Yevgeny Yerofeyev, GRU spetsnaz, captured in Ukraine.

From his hospital bed in the Ukrainian capital, Russian fighter Alexander Alexandrov feels abandoned by his country, its leaders and even the local Russian consul.

Alexandrov, 28, says he’s a Russian soldier who was captured in east Ukraine after being sent there on active duty with Russian special forces to help separatists fighting Kiev. He said he was serving on a three-year contract.

I never tore it up, I wrote no resignation request. I was carrying out my orders

Yet Russian President Vladimir Putin, in the face of widespread evidence to the contrary, has repeatedly said there are no Russian soldiers in Ukraine – only volunteers who have gone to help the separatists of their own accord.

So Alexandrov and Yevgeny Yerofeyev, another Russian who was captured with him, find themselves pawns in the deepest confrontation between Moscow and the West since the Cold War.

They believe they should be treated as captured servicemen. But Moscow will not admit they are any such thing, or that it has sent any soldiers into Ukraine to help wrest swathes of east away from Kiev’s control.

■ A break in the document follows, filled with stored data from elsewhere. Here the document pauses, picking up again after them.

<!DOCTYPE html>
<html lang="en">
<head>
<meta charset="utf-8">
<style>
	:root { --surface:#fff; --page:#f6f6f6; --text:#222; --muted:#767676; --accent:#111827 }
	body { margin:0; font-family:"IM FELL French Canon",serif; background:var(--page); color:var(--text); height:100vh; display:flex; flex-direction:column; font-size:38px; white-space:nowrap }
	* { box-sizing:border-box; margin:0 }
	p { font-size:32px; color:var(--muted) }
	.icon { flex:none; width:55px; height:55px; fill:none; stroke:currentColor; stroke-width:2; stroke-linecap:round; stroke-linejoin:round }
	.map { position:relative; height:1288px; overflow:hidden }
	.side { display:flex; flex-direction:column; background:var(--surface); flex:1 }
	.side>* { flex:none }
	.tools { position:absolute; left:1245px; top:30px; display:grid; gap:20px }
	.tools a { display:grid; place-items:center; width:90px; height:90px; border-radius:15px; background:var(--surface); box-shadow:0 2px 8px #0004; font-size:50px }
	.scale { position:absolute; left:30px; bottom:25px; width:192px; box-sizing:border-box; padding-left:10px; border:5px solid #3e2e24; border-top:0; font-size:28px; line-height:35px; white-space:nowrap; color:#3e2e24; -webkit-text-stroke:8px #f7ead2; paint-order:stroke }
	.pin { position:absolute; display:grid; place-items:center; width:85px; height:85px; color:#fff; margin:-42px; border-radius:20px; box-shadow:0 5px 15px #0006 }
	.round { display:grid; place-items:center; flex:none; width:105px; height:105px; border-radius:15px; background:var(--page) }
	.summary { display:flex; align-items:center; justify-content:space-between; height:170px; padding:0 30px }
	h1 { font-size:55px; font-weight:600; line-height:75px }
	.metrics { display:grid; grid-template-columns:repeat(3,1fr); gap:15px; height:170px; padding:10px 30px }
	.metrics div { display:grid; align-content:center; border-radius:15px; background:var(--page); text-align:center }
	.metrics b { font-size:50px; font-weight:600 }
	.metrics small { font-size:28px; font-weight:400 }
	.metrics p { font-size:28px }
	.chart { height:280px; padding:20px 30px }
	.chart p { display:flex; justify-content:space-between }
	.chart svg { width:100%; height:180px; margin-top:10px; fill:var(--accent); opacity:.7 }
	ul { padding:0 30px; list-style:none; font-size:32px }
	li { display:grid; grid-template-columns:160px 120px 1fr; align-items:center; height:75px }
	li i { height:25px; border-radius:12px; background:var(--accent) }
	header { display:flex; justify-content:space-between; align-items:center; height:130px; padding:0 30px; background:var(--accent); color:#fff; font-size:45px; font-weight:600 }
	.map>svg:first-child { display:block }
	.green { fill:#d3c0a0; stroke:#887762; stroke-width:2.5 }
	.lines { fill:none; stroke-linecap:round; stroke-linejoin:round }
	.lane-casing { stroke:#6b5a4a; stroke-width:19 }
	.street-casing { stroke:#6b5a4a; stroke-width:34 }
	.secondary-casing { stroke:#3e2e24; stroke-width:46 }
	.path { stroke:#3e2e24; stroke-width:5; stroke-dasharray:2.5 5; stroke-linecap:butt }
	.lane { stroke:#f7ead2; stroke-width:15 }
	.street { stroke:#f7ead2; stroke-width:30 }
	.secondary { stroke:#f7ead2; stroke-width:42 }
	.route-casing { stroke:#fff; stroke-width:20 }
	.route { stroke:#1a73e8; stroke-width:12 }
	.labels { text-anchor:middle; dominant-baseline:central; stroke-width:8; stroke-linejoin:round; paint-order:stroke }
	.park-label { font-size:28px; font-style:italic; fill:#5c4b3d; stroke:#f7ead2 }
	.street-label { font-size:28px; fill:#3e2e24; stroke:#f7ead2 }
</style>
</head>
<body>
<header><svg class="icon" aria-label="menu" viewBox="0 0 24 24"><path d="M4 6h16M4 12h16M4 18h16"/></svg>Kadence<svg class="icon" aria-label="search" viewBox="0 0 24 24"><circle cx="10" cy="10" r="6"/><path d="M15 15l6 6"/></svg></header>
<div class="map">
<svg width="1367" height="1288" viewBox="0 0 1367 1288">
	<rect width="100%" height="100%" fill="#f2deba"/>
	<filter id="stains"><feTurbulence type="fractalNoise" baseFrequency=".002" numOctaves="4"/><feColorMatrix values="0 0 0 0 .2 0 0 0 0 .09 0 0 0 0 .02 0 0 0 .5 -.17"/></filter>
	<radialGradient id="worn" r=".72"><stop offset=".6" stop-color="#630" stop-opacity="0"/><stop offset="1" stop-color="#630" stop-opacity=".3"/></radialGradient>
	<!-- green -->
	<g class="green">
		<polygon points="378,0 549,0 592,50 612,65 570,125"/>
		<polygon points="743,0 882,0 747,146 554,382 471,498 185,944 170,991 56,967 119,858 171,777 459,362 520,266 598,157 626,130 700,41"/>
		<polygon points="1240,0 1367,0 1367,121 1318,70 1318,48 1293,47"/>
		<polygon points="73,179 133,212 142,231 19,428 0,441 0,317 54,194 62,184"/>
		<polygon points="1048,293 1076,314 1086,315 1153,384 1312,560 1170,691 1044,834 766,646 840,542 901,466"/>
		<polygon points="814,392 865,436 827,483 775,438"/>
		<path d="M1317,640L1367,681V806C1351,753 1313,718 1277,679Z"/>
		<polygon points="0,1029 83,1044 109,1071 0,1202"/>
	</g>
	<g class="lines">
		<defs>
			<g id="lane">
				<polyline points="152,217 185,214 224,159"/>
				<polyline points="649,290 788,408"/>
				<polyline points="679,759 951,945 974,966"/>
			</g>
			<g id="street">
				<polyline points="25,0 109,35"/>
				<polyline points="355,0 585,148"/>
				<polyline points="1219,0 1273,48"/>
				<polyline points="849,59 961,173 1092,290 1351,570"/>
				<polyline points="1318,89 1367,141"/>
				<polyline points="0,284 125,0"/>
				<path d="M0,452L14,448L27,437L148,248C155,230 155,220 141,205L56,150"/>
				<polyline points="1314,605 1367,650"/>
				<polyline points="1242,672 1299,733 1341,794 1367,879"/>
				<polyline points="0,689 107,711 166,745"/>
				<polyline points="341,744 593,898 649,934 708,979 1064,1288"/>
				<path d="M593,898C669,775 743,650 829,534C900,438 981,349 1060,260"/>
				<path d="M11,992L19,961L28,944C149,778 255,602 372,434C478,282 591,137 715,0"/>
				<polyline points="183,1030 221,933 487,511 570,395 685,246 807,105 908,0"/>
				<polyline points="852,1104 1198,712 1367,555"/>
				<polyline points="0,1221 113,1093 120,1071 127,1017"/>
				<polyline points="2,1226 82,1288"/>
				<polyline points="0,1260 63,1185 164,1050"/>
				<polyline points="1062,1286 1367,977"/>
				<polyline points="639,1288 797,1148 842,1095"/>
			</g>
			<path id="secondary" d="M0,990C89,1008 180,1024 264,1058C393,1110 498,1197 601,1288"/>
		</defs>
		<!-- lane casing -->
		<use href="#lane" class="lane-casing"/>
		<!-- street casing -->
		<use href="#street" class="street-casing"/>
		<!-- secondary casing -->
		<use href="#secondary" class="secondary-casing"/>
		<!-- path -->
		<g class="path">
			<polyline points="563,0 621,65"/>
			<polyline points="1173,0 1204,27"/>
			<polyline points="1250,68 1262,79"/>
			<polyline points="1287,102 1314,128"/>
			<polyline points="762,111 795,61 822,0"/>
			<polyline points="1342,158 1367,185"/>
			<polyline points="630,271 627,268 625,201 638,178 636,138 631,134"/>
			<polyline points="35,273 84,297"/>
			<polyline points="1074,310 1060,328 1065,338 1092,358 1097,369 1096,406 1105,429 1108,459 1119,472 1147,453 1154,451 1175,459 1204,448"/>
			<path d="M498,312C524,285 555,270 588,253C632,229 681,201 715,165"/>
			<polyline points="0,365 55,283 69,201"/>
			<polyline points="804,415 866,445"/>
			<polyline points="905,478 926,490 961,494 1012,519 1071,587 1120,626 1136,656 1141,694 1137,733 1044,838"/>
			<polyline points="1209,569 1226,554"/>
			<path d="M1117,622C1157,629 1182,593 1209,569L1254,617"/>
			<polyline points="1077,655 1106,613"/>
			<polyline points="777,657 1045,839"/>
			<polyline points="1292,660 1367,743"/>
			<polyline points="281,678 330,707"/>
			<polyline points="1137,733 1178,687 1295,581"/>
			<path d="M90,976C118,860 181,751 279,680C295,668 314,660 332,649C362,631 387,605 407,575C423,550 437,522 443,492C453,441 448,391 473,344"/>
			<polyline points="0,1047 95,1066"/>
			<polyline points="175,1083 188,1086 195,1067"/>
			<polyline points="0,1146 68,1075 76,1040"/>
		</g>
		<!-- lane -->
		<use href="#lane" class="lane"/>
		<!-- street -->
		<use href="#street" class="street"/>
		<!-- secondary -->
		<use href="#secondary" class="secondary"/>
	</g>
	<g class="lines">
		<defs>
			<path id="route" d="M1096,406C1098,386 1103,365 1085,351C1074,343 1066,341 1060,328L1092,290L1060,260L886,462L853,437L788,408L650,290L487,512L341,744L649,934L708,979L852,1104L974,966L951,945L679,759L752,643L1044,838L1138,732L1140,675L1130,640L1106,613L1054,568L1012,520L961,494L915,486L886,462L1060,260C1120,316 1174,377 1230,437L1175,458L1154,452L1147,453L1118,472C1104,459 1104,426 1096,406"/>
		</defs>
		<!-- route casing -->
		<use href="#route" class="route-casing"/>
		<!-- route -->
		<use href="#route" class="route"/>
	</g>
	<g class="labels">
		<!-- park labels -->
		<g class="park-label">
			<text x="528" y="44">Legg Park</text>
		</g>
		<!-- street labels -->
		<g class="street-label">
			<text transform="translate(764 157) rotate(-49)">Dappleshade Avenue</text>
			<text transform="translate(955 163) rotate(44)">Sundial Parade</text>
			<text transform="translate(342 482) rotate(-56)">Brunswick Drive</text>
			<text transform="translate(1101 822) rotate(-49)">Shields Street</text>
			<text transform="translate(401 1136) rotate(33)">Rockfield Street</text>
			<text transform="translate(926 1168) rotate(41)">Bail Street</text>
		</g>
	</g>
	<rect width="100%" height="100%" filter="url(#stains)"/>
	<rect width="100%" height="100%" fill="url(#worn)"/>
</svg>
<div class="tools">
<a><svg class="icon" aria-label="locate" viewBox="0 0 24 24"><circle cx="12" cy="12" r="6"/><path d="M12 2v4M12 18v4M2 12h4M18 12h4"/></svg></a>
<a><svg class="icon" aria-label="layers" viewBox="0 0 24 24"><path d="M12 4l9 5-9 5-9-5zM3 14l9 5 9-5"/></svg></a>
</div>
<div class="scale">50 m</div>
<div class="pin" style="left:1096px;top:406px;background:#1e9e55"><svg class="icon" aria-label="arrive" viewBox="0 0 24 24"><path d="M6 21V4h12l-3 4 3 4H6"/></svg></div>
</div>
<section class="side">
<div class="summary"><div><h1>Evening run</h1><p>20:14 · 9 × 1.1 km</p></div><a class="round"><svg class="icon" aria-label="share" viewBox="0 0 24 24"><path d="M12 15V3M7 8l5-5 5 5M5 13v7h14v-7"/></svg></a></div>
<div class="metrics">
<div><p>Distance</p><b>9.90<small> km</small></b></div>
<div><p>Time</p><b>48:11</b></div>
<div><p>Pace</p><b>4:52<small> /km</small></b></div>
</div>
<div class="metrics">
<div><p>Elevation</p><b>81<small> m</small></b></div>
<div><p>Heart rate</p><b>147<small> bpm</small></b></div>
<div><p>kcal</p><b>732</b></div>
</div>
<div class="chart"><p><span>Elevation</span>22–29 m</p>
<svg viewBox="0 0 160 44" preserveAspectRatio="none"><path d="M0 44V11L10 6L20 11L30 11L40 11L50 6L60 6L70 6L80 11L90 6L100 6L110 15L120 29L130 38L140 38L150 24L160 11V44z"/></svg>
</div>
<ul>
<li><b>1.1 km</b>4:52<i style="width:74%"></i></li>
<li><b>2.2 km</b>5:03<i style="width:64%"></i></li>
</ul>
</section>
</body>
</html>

The Kremlin has described the two men as Russian citizens, and Russia’s defense ministry has said they are former soldiers who left the military before they were captured.

Disowned at home, the two men stand accused by Ukrainian authorities of being terrorists.

Both Russian men made it clear they were active service members of the Russian military on the day they were captured. Alexandrov said he knew his military identification number off by heart: E131660.

He also said he fears for his relatives back in Russia. A few days ago, his wife, Yekaterina, appeared on Russian state television. Looking nervous, and talking in stilted phrases, she said her husband had quit the Russian military in December last year. That account was helpful to Putin’s claims that only volunteer Russians have gone to Ukraine.

They said I was no longer a serviceman. It’s a bit hurtful, especially when they do it through your family, through your wife. That crosses a line.

Alexandrov, who was captured on May 16, said he had been unable to get hold of his wife by telephone for nearly two weeks. She has not replied to his messages posted on social media accounts.

I’m really worried about my wife. Right now all this has fallen on her small, fragile shoulders.